Por ejemplo, si alguien ajeno a tu hogar te ayuda a pagar la renta o la hipoteca, te paga las facturas de los servicios públicos o te compra la comida, eso podría contar como ingresos en especie y deducirse de tu SSI.

Los préstamos para ayudas de este tipo, que debes devolver más tarde, no cuentan como ingresos en especie. También están exentos los alimentos o el alojamiento proporcionados por una organización sin fines de lucro en función de tus necesidades.

Ingresos atribuidos

Esta categoría se tiene en cuenta cuando un beneficiario de la SSI vive con su cónyuge o sus padres, o si es inmigrante y recibe la ayuda de un patrocinador como condición para obtener la residencia en Estados Unidos. En estas situaciones, la SSA puede concluir que parte de los ingresos del familiar o del patrocinador en cuestión se destinan al cuidado y la alimentación del beneficiario y, en consecuencia, deducirlos de su beneficio de la SSI.

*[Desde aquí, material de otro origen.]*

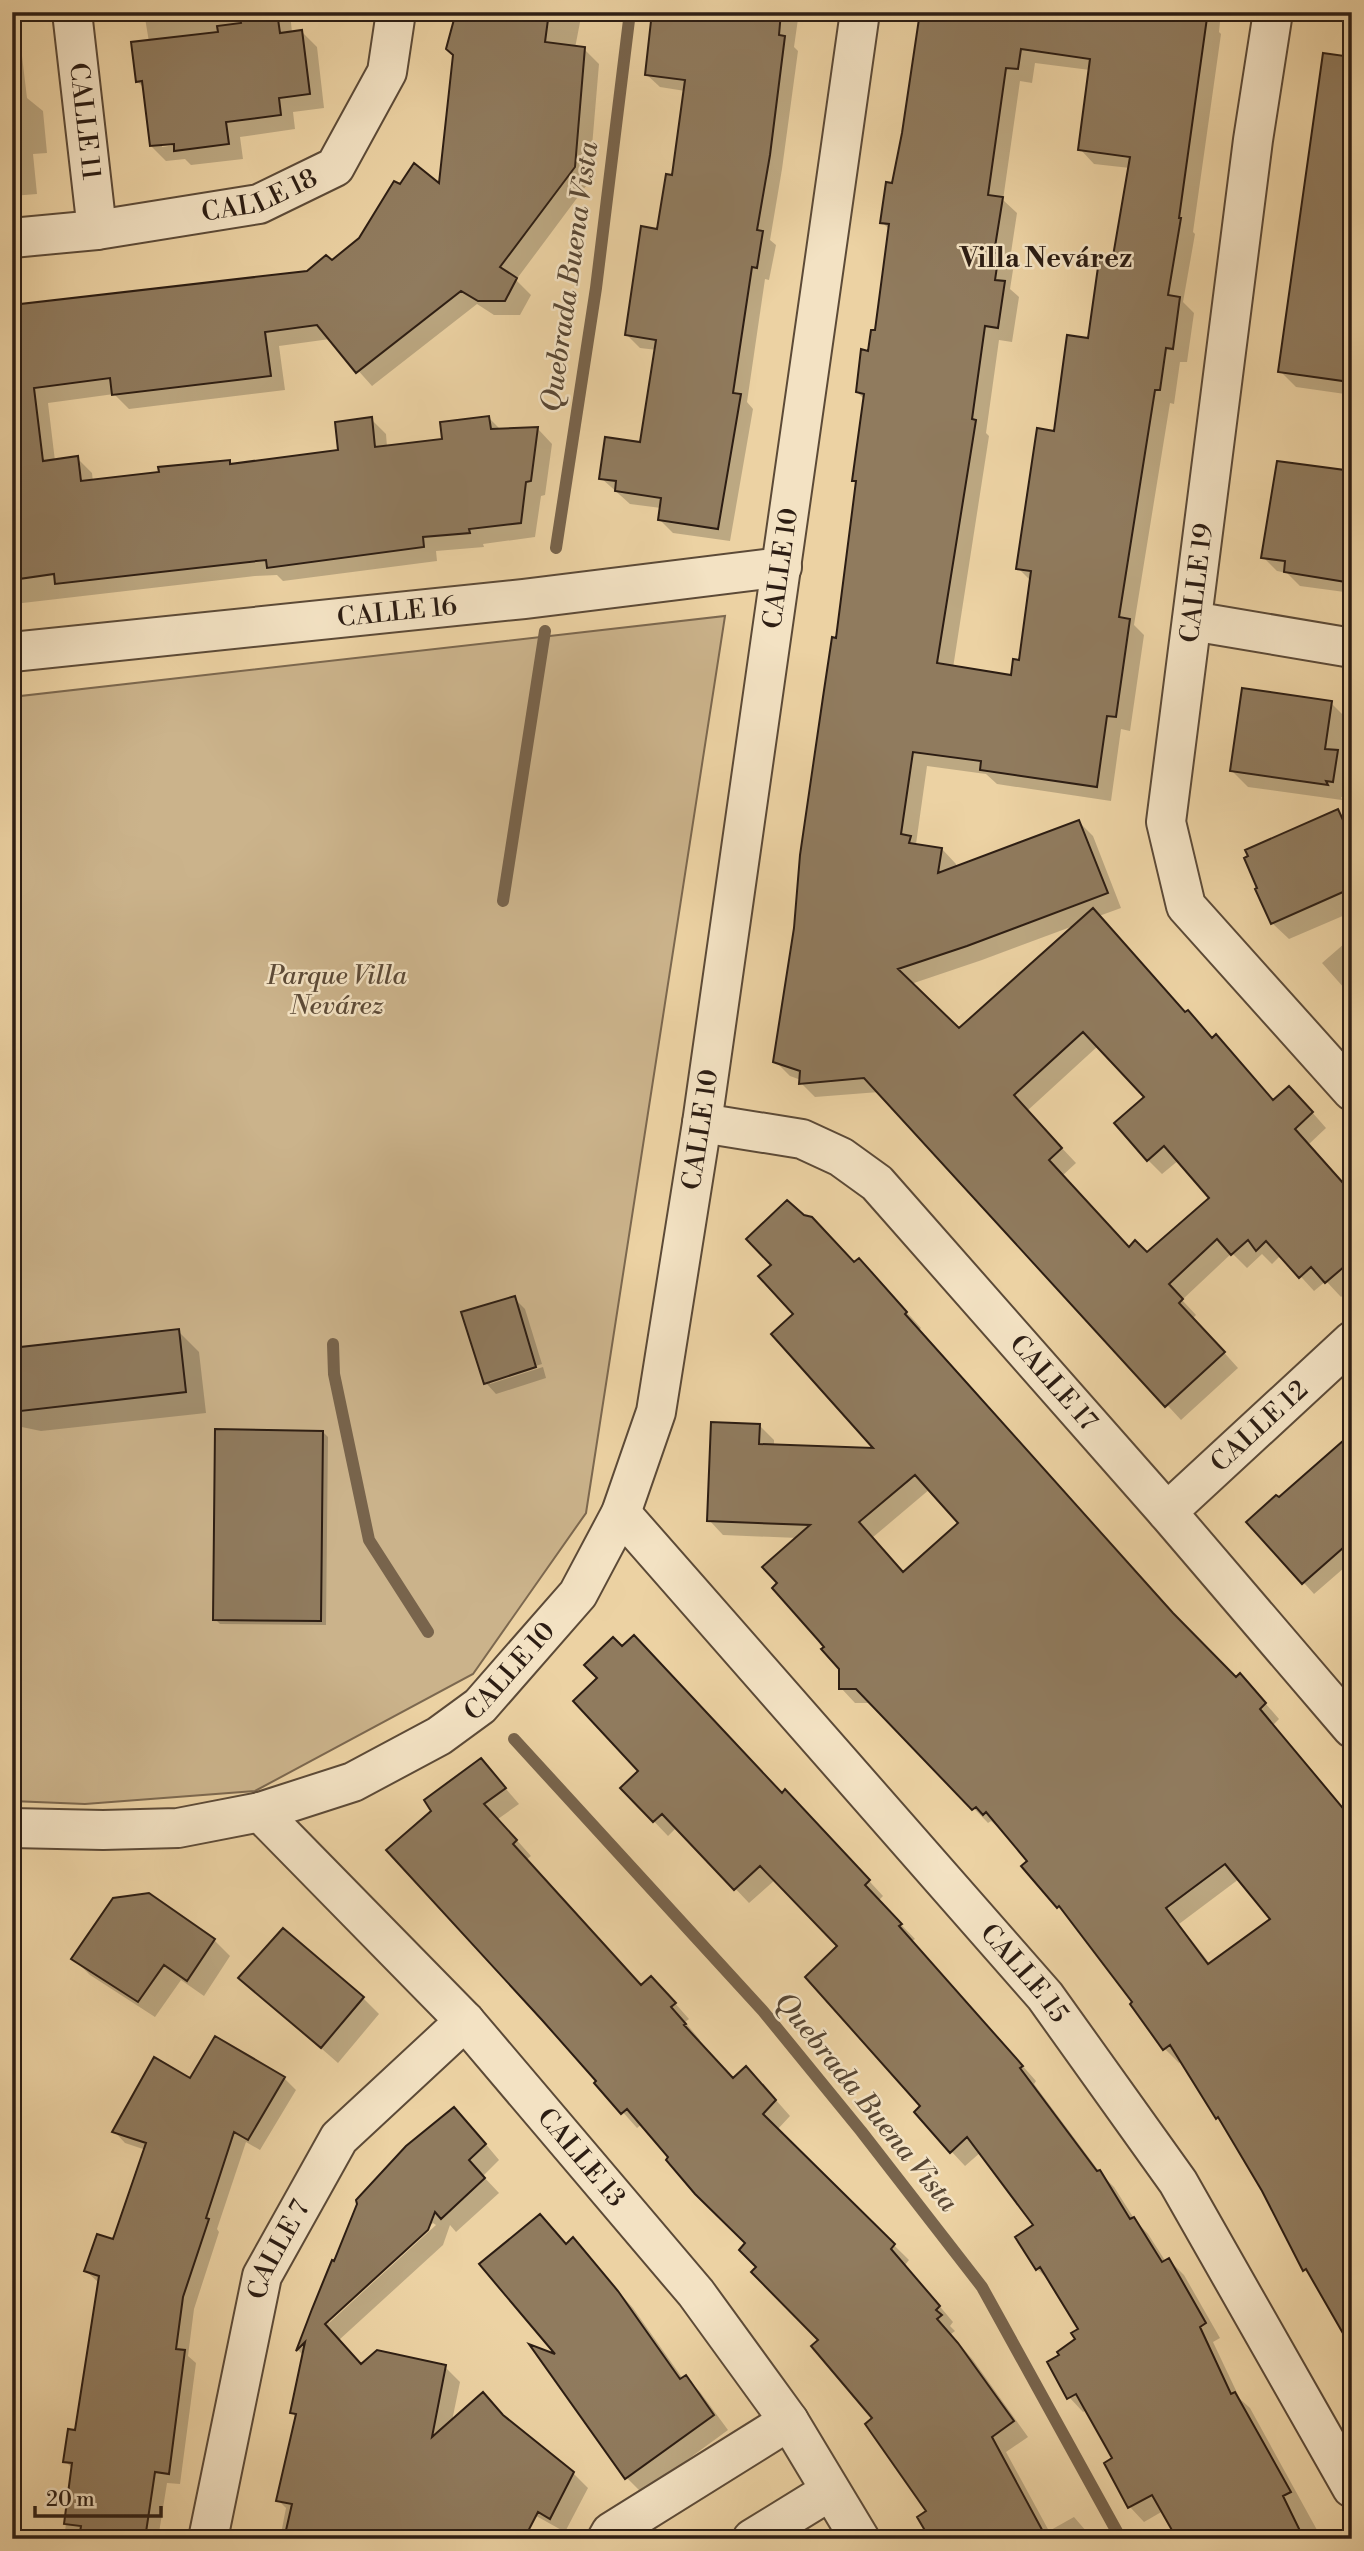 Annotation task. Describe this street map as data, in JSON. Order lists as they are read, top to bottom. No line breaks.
{"streets":{"street":["CALLE 11","CALLE 18","CALLE 10","CALLE 19","CALLE 16","CALLE 17","CALLE 12","CALLE 15","CALLE 13","CALLE 7"]},"crossings":[["CALLE 11","CALLE 18"],["CALLE 10","CALLE 16"],["CALLE 10","CALLE 17"],["CALLE 10","CALLE 15"],["CALLE 10","CALLE 13"],["CALLE 17","CALLE 12"],["CALLE 13","CALLE 7"]],"districts":["Villa Nevárez"],"water":["Quebrada Buena Vista"],"parks":["Parque Villa Nevárez"],"scale_bar":"20 m"}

Existen otras excepciones extremadamente específicas sobre qué cuenta y qué no cuenta como ingresos a efectos de la SSI (en inglés).

Ten en cuenta que

  • Los ingresos no son el único factor económico relevante a la hora de determinar si tienes derecho a la SSI. También debes tener recursos limitados, es decir, dinero en efectivo, ahorros, acciones, bonos y otros activos que no superen los $2,000 para una persona sola o los $3,000 por pareja.
  • A diferencia del SSDI, para tener derecho a la SSI no es necesario haber trabajado durante un tiempo determinado ni haber pagado los impuestos del Seguro Social. El programa, aunque administrado por la SSA, no se financia con impuestos del Seguro Social, sino a través de los fondos generales del Tesoro de Estados Unidos.